Figure 1.
Protein complexes in spinach chloroplasts analyzed by blue-native PAGE (BN-PAGE) and SDS-PAGE.
Upper panel; CBB-staining (A) and western blots (B–E) of BN-PAGE analysis of thylakoid (T) and stroma (S) proteins extracted from spinach chloroplasts. Lower panel; western blots (F–I) and CBB-staining (J) of 2D SDS-PAGE after separation by BN-PAGE of stromal proteins (F and G) and whole chloroplast proteins (H, I and 2D SDS-PAGE of J). Western blots were probed with polyclonal antibodies against each protein indicated. The numbers beside each band stand for the estimated molecular weights. All the samples loaded were derived from 10 µg on a chlorophyll basis of chloroplasts whose proteins were extracted.
Figure 2.
Protein distribution in response to the changes in solvent conditions of chloroplasts.
Stroma and thylakoid proteins extracted from spinach chloroplasts under different solvent conditions of potassium phosphate buffer at pH 6 (lane 1) or pH 8 (lane 5) containing 0.1 M NaCl (lanes 2 and 6), 10 mM DTT (lanes 3 and 7) or 10 mM ascorbic acid (lanes 4 and 8) were analyzed by western blots after BN-PAGE. Results of stromal proteins for GOGAT (A) and NiR (B), and stroma and thylakoid proteins for GS (C) were presented.

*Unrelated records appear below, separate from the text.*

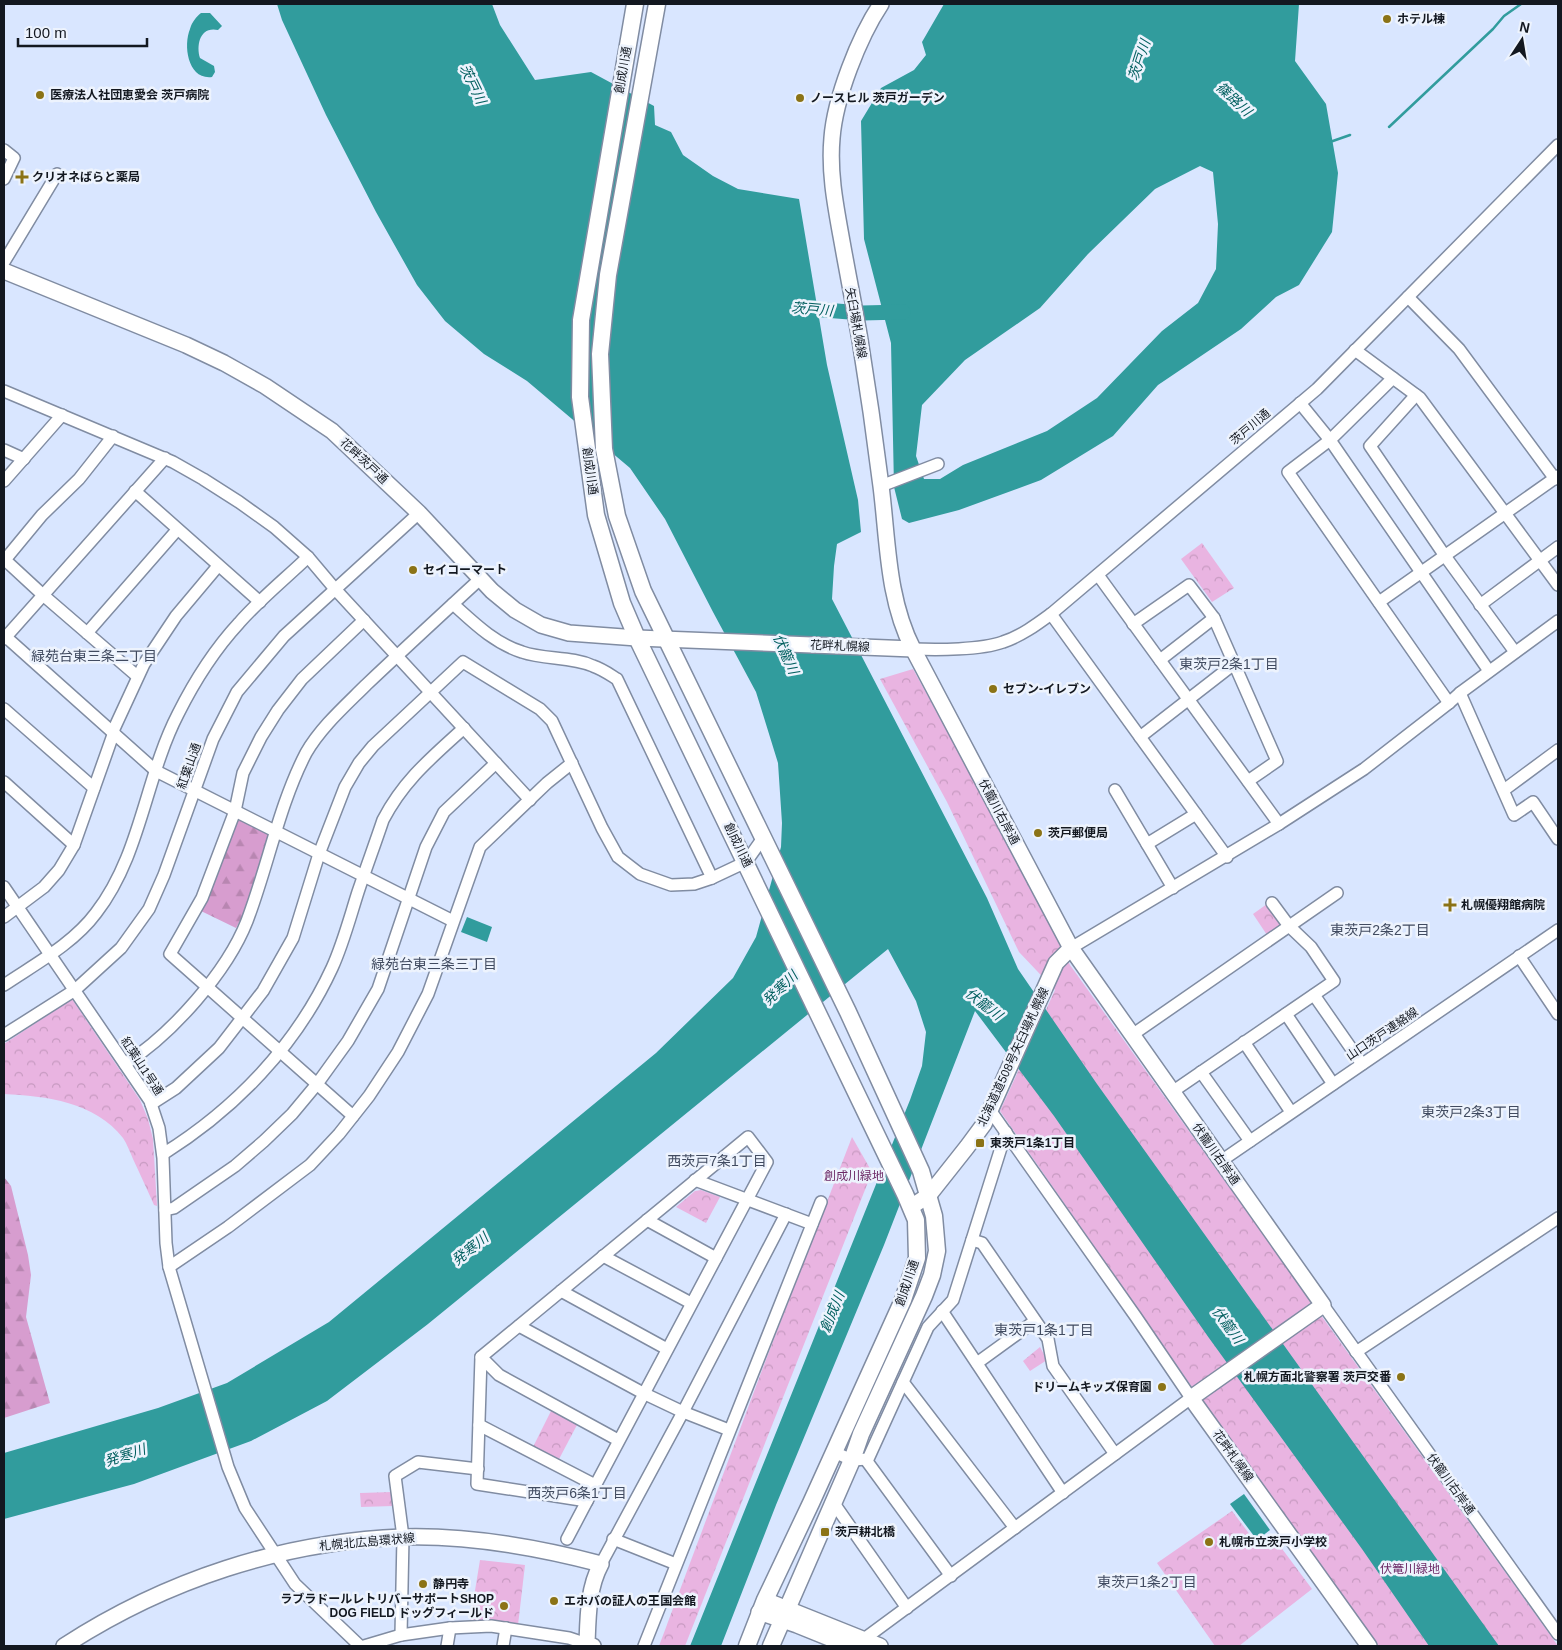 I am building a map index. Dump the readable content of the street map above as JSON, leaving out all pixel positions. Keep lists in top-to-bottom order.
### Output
{
  "streets": {
    "highway": ["創成川通"],
    "main road": [
      "矢臼場札幌線",
      "花畔茨戸通",
      "花畔札幌線",
      "伏籠川右岸通",
      "北海道道508号矢臼場札幌線",
      "札幌北広島環状線"
    ],
    "street": [
      "茨戸川通",
      "紅葉山通",
      "山口茨戸連絡線",
      "紅葉山1号通"
    ]
  },
  "crossings": [
    ["創成川通", "花畔茨戸通"],
    ["創成川通", "北海道道508号矢臼場札幌線"],
    ["矢臼場札幌線", "茨戸川通"],
    ["矢臼場札幌線", "花畔札幌線"],
    ["矢臼場札幌線", "伏籠川右岸通"],
    ["茨戸川通", "花畔札幌線"],
    ["茨戸川通", "伏籠川右岸通"],
    ["花畔茨戸通", "花畔札幌線"],
    ["花畔茨戸通", "紅葉山通"],
    ["花畔札幌線", "伏籠川右岸通"],
    ["紅葉山通", "紅葉山1号通"],
    ["伏籠川右岸通", "山口茨戸連絡線"],
    ["伏籠川右岸通", "北海道道508号矢臼場札幌線"],
    ["紅葉山1号通", "札幌北広島環状線"]
  ],
  "districts": [
    "緑苑台東三条二丁目",
    "東茨戸2条1丁目",
    "東茨戸2条2丁目",
    "緑苑台東三条三丁目",
    "東茨戸2条3丁目",
    "西茨戸7条1丁目",
    "東茨戸1条1丁目",
    "西茨戸6条1丁目",
    "東茨戸1条2丁目"
  ],
  "water": [
    "茨戸川",
    "篠路川",
    "伏籠川",
    "発寒川",
    "創成川"
  ],
  "parks": ["創成川緑地", "伏篭川緑地"],
  "places": {
    "other": [
      "ホテル棟",
      "医療法人社団恵愛会 茨戸病院",
      "ノースヒル 茨戸ガーデン",
      "セイコーマート",
      "セブン-イレブン",
      "茨戸郵便局",
      "札幌方面北警察署 茨戸交番",
      "ドリームキッズ保育園",
      "札幌市立茨戸小学校",
      "静円寺",
      "エホバの証人の王国会館",
      "ラブラドールレトリバーサポートSHOP DOG FIELD ドッグフィールド"
    ],
    "health": ["クリオネばらと薬局", "札幌優翔館病院"],
    "transit": ["東茨戸1条1丁目", "茨戸耕北橋"]
  },
  "scale_bar": "100 m",
  "north": "top"
}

The numbers beside each band stand for the estimated molecular weights.
Figure 3.
Protein distribution in response to the pH shift of stroma and whole chloroplasts.
Stromal proteins extracted by using Hepes-KOH buffer at pH 7.5 (lane 1) were four-fold diluted with the same buffer (lane 2), potassium phosphate buffer at pH 6 (lane 3) or pH 8 (lane 4), incubated for 30 minutes at room temperature and analyzed by western blots for GOGAT (A) and NiR (B) after BN-PAGE. Stromal proteins extracted from whole chloroplasts treated with above three conditions were also analyzed (whole; lanes 5–7).
Figure 4.
Western analysis of GS distribution in thylakoid proteins treated with DTT.

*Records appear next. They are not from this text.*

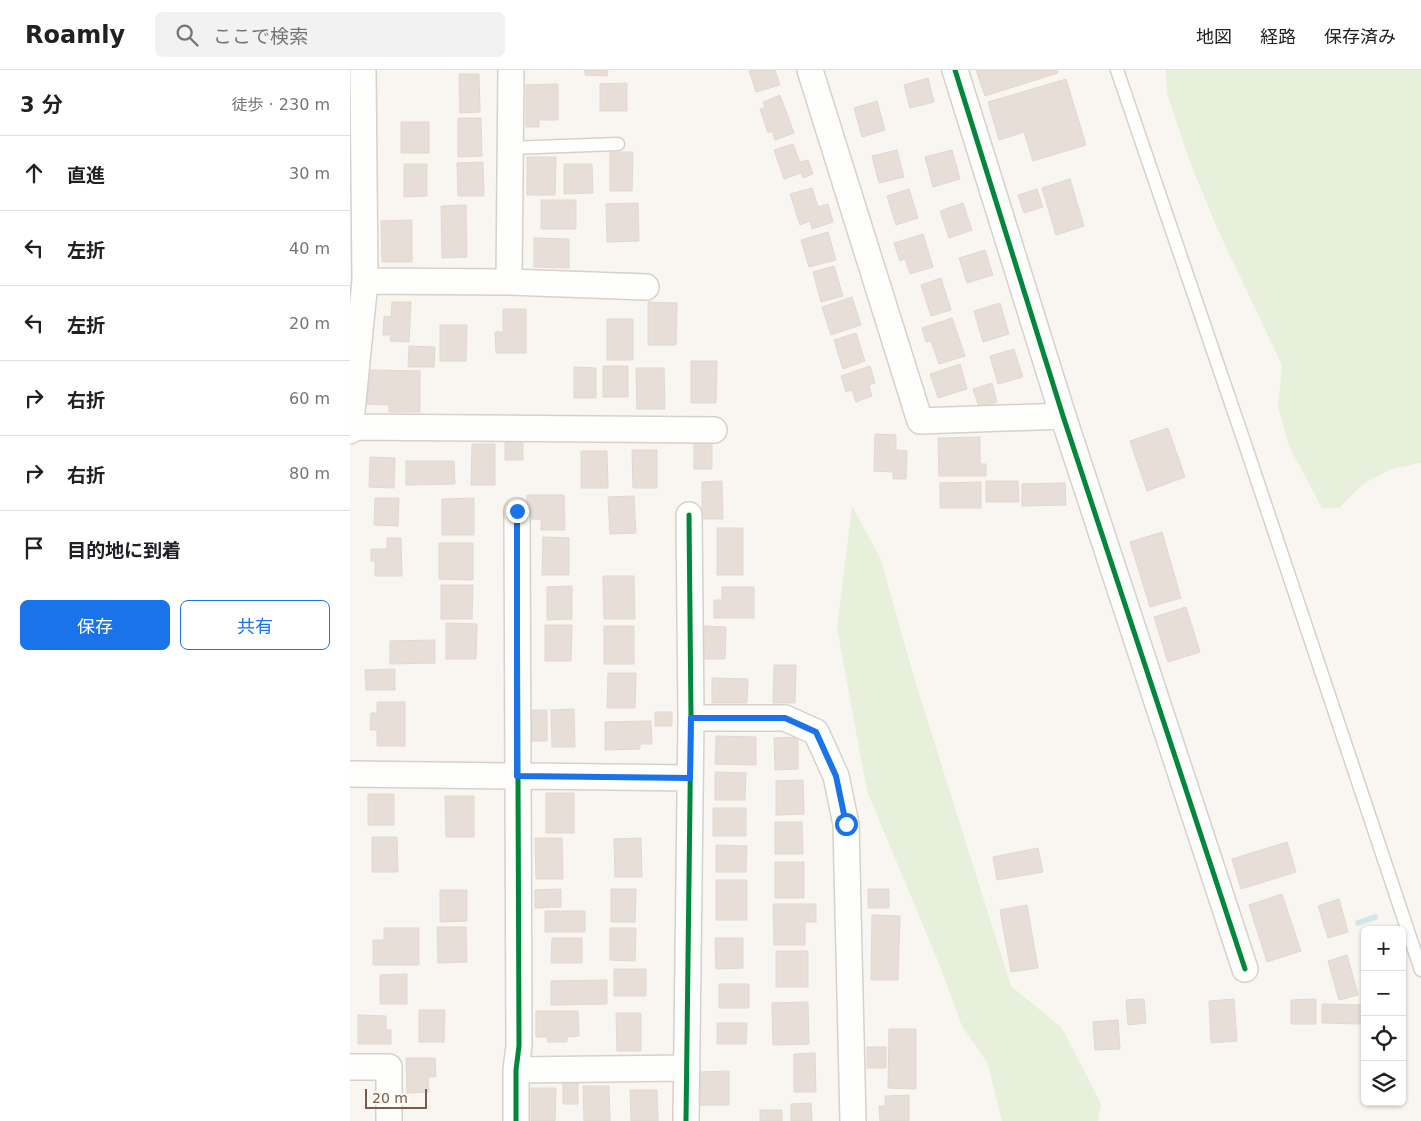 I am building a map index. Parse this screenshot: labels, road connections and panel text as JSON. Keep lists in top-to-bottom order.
{
  "scale_bar": "20 m",
  "page": {
    "header": "Roamly",
    "search": "ここで検索",
    "nav": ["地図", "経路", "保存済み"],
    "heading": ["3 分", "徒歩 · 230 m"],
    "list": [
      ["直進", "30 m"],
      ["左折", "40 m"],
      ["左折", "20 m"],
      ["右折", "60 m"],
      ["右折", "80 m"],
      "目的地に到着"
    ],
    "buttons": ["保存", "共有"],
    "map_buttons": ["+", "−"],
    "scale": "20 m"
  }
}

Thylakoid proteins treated with DTT were analyzed by western blots of BN-PAGE (right) and 2D SDS-PAGE after BN-PAGE (left) using the GS polyclonal antibody. In the pattern of 2D SDS-PAGE (left), a faint spot at about 45 kDa is probably derived from the contamination of the stromal GS holoenzyme which is fairly abundant in the stromal fraction.
Figure 5.
Protein complexes in spinach chloroplasts analyzed by using Native PAGE.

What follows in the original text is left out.